To be sure, even with western Europe being far from Kyiv, some U.S. travelers are scrapping their plans and staying on domestic shores. In the week ended Feb. 22, demand for accommodations in Europe was 18% higher than 2019 levels, but only 4% higher in the week ended March 6, according to market research firm YipitData.

Flight bookings and travel searches from the U.S. to Europe have declined since February, according to data from Montreal-based travel company Hopper Inc. Since Feb. 12, Europe has dropped to 15% of international travel bookings from 21% and far off a normal year when the continent accounted for about 30% of bookings. Searches for round-trip flights are 9% lower than expected levels since Russia invaded Ukraine at the end of February.

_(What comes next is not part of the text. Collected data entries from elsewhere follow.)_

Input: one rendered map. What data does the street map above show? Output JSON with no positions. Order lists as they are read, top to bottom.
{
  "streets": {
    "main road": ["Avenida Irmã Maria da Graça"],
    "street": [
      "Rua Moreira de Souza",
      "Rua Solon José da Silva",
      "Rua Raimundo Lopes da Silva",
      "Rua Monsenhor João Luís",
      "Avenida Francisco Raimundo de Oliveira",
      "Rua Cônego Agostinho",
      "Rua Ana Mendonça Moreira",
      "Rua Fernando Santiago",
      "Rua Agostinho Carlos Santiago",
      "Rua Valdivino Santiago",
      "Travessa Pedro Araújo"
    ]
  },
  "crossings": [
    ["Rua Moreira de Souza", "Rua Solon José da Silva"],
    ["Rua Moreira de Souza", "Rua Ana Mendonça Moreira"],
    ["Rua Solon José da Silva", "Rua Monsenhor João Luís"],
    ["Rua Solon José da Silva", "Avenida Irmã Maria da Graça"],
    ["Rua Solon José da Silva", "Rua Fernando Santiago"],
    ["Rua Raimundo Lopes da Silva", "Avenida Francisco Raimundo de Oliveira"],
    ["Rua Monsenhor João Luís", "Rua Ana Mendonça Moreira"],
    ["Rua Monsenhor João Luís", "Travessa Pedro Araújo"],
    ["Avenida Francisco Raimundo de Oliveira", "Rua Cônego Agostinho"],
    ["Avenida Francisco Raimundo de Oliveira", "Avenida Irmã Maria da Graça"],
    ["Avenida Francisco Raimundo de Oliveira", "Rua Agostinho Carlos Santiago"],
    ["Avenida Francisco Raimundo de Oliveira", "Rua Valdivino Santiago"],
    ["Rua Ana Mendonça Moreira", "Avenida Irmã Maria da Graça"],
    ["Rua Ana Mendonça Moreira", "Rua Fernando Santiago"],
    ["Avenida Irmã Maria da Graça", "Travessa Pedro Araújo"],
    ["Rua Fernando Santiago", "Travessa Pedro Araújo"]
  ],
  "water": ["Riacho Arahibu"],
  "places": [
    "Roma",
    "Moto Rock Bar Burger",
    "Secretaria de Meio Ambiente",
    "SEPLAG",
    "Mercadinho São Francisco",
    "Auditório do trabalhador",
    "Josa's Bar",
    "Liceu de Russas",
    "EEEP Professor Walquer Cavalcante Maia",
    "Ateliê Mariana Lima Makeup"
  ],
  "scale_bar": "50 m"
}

The trend is a reversal of the opening weeks of 2022, when waning concern about the omicron variant of COVID-19 spurred a strong rebound in North Atlantic demand. The more recent decline isn’t seasonal and has seen no parallels in other regions nor in the domestic U.S. market, according to Hopper.

“We usually see travelers respond very quickly to these situations,” Hopper economist Adit Damodaran said in an interview. The impact on flight searches after Russia’s invasion “was almost immediate,” he said.

Misty Lewis, a small-business owner from Houston, said she and her wife cancelled their June trip to the Amalfi Coast in Italy after the news of the war broke out. Instead, they have decided to go to the Hamptons.

“It was going to be me and my wife’s first time to Europe,” Lewis said. “We talked about trying again next summer,” she said, but it will depend on how the war evolves.